Your instructions ▸ Search term "hostel": copy each line of the data containing it.

::::::::

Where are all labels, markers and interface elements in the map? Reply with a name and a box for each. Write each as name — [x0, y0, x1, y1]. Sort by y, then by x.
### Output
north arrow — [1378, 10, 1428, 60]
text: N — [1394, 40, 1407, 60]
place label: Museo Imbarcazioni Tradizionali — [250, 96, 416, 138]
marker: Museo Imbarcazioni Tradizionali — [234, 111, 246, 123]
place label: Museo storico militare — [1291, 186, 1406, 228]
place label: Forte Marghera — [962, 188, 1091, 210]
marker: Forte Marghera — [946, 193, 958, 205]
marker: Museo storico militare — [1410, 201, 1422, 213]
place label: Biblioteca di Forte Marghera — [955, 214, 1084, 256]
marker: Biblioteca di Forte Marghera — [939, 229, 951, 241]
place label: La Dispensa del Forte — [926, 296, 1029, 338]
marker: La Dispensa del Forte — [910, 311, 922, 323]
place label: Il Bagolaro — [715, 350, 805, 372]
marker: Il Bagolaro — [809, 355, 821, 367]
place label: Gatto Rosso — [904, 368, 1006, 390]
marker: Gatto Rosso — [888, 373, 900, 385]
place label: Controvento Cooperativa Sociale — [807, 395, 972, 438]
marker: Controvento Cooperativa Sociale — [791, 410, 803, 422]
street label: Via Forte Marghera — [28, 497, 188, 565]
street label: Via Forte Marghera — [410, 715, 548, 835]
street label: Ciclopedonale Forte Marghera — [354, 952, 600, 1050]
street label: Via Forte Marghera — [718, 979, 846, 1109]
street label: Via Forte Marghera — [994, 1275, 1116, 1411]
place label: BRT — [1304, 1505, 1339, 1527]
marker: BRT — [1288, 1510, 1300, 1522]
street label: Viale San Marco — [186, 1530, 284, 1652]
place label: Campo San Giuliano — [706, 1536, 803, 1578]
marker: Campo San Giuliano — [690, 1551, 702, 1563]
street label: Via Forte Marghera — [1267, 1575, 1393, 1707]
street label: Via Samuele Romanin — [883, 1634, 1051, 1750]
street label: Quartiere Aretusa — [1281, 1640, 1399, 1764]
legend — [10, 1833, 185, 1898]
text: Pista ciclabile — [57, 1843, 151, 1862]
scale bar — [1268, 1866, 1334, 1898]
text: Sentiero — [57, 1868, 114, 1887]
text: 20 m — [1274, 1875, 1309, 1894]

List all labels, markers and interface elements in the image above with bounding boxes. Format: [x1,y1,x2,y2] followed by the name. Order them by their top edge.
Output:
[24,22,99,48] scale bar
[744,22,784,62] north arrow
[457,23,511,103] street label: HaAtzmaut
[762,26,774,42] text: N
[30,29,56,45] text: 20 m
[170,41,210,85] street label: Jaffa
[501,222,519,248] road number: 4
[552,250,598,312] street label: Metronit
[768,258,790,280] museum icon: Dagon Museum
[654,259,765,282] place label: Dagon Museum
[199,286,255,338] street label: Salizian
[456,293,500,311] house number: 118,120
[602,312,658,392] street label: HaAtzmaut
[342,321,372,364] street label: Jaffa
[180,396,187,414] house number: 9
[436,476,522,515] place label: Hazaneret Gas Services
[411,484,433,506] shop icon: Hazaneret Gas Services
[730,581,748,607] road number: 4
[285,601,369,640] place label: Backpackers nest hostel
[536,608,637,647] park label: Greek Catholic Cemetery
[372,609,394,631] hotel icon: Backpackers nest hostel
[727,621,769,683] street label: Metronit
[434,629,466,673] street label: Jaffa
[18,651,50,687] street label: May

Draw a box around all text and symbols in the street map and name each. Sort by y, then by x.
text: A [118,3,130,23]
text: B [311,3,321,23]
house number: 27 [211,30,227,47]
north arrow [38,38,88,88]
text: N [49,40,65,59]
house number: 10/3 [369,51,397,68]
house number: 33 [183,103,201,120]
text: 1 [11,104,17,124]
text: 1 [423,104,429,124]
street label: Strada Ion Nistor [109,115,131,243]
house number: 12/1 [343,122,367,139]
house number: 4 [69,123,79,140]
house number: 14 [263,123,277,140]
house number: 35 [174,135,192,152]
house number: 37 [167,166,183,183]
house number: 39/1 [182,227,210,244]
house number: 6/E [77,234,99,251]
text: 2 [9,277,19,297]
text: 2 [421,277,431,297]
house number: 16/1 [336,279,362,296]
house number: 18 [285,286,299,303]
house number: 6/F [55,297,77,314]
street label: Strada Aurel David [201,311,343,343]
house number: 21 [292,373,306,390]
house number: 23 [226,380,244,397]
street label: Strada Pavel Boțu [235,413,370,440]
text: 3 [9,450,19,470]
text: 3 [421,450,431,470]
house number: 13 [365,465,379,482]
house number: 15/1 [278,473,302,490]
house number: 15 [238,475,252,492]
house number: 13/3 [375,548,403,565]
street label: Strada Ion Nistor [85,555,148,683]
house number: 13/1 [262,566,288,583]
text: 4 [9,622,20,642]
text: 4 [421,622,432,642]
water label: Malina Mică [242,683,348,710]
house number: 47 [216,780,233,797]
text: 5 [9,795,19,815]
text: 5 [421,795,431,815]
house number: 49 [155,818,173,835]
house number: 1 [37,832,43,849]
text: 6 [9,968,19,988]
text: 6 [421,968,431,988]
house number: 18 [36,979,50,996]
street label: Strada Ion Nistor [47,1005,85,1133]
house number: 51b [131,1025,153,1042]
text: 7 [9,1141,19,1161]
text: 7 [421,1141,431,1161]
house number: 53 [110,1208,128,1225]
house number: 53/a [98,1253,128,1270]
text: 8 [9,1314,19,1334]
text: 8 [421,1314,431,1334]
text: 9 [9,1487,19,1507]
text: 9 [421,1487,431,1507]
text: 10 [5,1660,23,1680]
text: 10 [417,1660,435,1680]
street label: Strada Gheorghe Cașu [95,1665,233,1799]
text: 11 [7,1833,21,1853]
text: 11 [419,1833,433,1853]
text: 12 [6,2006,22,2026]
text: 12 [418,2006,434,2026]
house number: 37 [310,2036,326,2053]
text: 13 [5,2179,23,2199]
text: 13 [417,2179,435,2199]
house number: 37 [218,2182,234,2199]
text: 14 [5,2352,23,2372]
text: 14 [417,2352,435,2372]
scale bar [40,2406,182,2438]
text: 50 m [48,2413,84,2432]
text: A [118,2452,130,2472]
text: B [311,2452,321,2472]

::::::::

Answer space ▸
[285,601,369,640] place label: Backpackers nest hostel
[372,609,394,631] hotel icon: Backpackers nest hostel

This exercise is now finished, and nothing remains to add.